Sunday, February 21, 2010

Cohen and DeLong's The End of Influence

I read Cohen and DeLong's The End of Influence: What Happens When Other Countries Have the Money (2010), which is a fairly brief but useful primer on how the U.S. became massively indebted and what the effects have been, and likely will be.

The book offers a more optimistic view than its title would suggest.  Other countries have the money, but that is not necessarily disastrous because they cannot afford for the U.S. economy to tank. I agree with Matthew Yglesias, who sums up their conclusion as follows:

As a result, we’re going to have to transition to a very different-looking world economic order—one in which self-conscious government planning is going to play a bigger role, one in which US living standards will decline relative to our major trading partners, and in which American cultural and ideological influence is likely to wane.
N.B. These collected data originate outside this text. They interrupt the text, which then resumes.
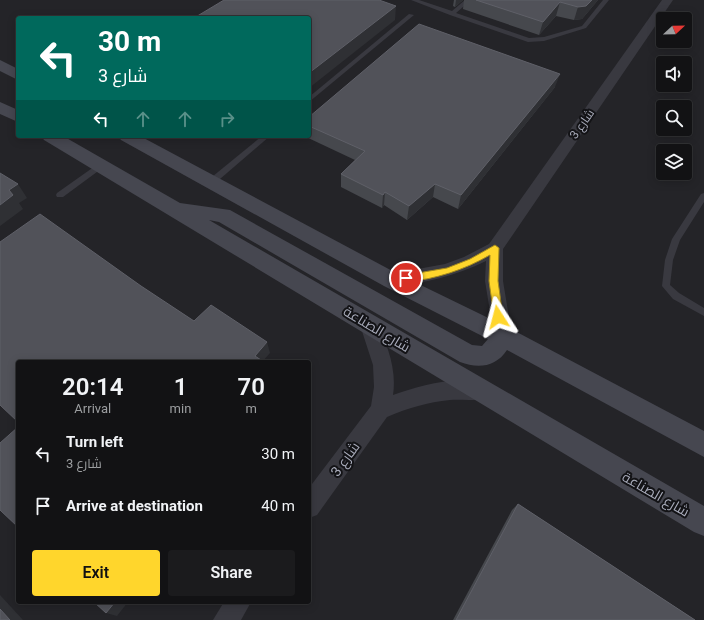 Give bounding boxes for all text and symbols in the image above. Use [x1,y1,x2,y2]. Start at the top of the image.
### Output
north arrow [656,12,692,48]
map controls [656,12,692,180]
text: 30 m [98,25,161,58]
icon: left [32,32,84,84]
button: sound [656,56,692,92]
text: شارع 3 [98,65,147,86]
button: search [656,100,692,136]
street label: شارع 3 [567,106,598,142]
icon: left [90,108,112,130]
icon: ahead [132,108,154,130]
icon: ahead [174,108,196,130]
icon: right [216,108,238,130]
button: layers [656,144,692,180]
pin [389,261,423,295]
icon: arrive [395,267,417,289]
position arrow [477,296,519,338]
street label: شارع الصناعة [340,303,413,356]
text: 20:14 [62,373,124,401]
text: 1 [174,373,187,401]
text: 70 [237,373,265,401]
text: Arrival [74,401,111,416]
text: min [170,401,191,416]
text: m [245,401,257,416]
text: Turn left [66,433,123,451]
street label: شارع 3 [327,439,364,480]
icon: left [32,443,54,465]
text: 30 m [261,445,295,463]
text: شارع 3 [66,456,102,471]
street label: شارع الصناعة [619,468,692,520]
icon: arrive [32,495,54,517]
text: Arrive at destination [66,497,203,515]
text: 40 m [261,497,295,515]
button: Exit [32,550,160,596]
button: Share [168,550,295,596] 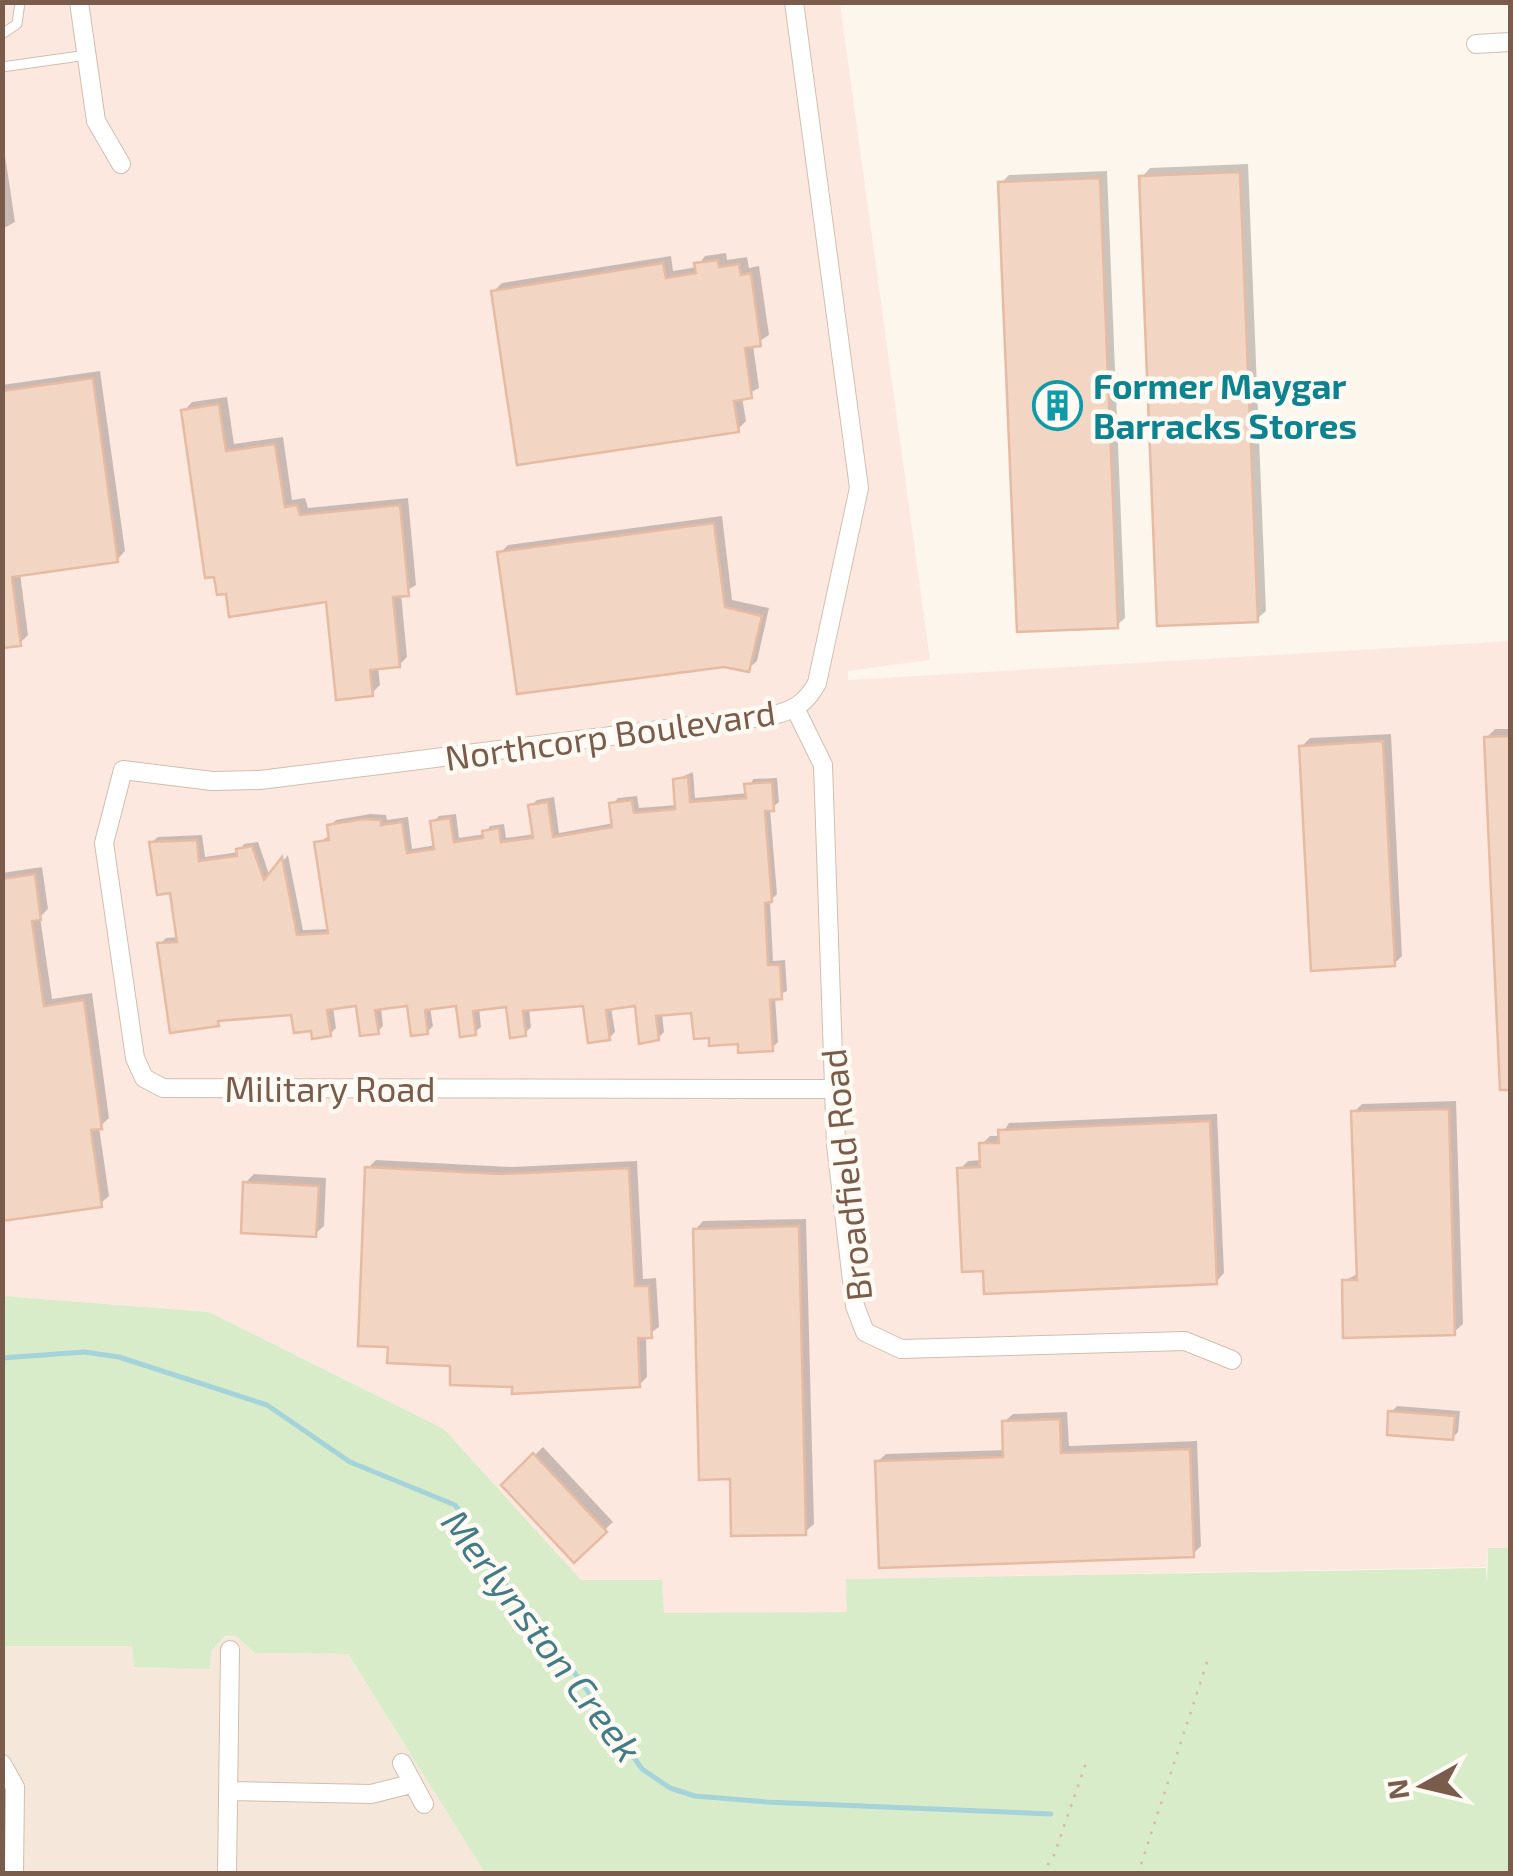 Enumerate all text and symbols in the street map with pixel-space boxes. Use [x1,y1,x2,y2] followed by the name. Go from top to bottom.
[1093,364,1357,446] place label: Former Maygar Barracks Stores
[1032,379,1084,431] building icon: Former Maygar Barracks Stores
[442,690,778,778] street label: Northcorp Boulevard
[811,1047,879,1303] street label: Broadfield Road
[224,1067,436,1109] street label: Military Road
[433,1500,653,1770] water label: Merlynston Creek
[1373,1736,1473,1836] north arrow
[1379,1777,1415,1802] text: N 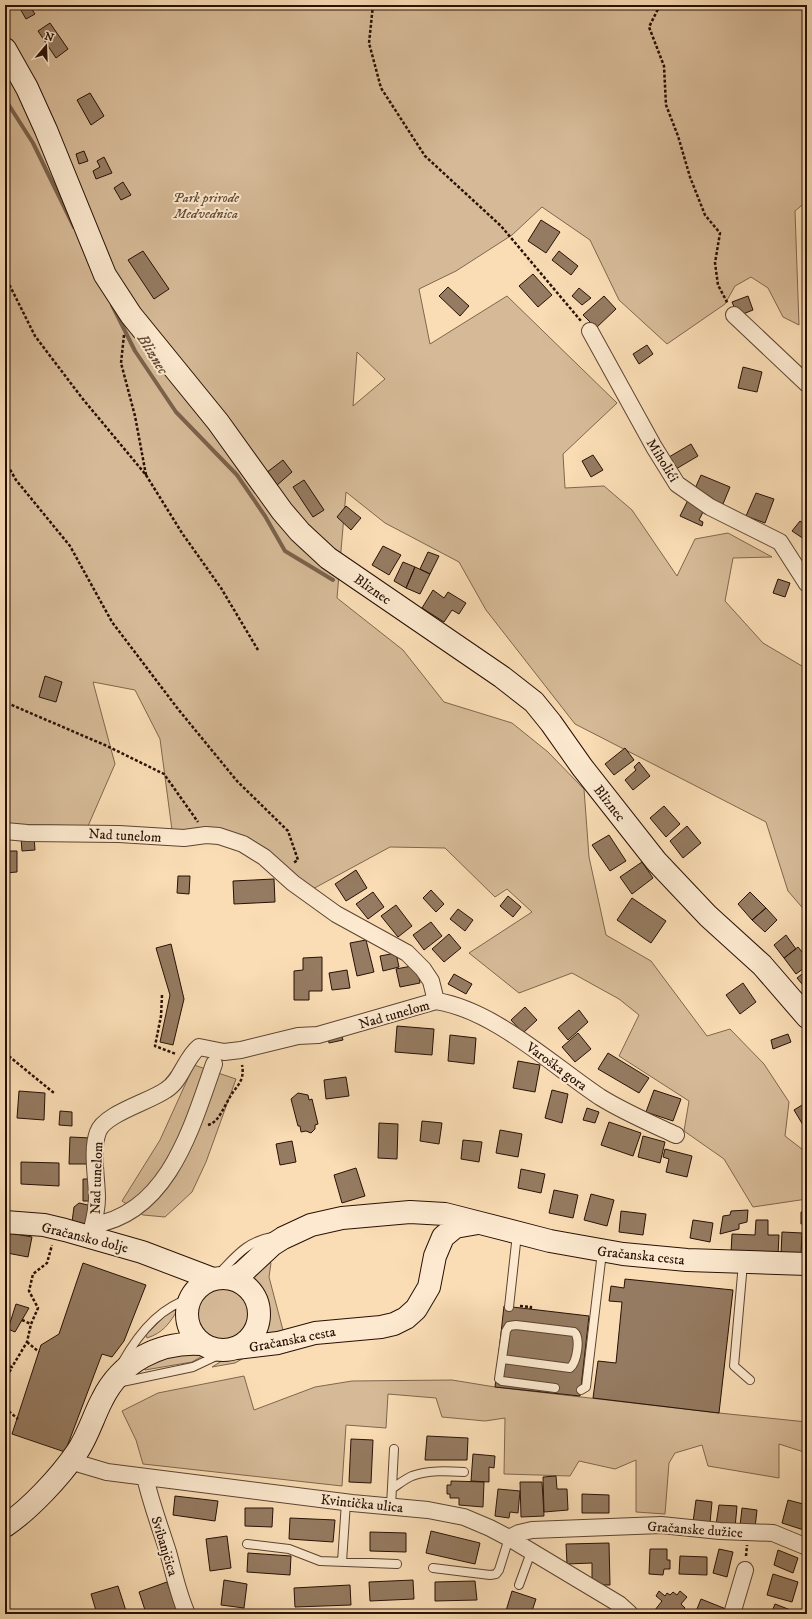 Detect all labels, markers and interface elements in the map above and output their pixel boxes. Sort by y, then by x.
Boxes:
north arrow [26,26,66,66]
text: N [42,29,55,46]
park label: Park prirode Medvednica [173,189,240,223]
water label: Bliznec [132,330,173,378]
street label: Miholići [642,435,683,486]
street label: Bliznec [350,570,395,609]
street label: Bliznec [589,782,629,826]
street label: Nad tunelom [88,825,162,847]
street label: Nad tunelom [357,996,432,1034]
street label: Varoška gora [521,1038,591,1095]
street label: Nad tunelom [87,1141,107,1215]
street label: Gračansko dolje [40,1219,130,1257]
street label: Gračanska cesta [596,1242,686,1270]
street label: Gračanska cesta [247,1323,337,1357]
street label: Kvintička ulica [320,1491,404,1517]
street label: Svibanjčica [146,1514,182,1579]
street label: Gračanske dužice [647,1518,744,1542]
In many ways, though, the book feels too much like a rough draft.  It would have benefited from a tighter argument (it sometimes becomes repetitive), inclusion of sources (which they say are online) and the writing seems almost entirely unedited.  For example, I had to reread this mixed metaphor to figure out what they were trying to say:

Defensive industrial policy--lemon socialism--can have a similar growth-shifting effect.  Think of American football.  The helmet was defensive at first, to protect player's brains.  But it then developed into the hard-shell helmet, an offensive battering ram.  Distressed traditional industries do not consist entirely of petrified wood (p. 126).

Nonetheless, the book is worth reading.  The U.S. will not necessarily come crashing down, but the sooner we accept the new reality, the better off we'll be.  But we won't be as well off as we were.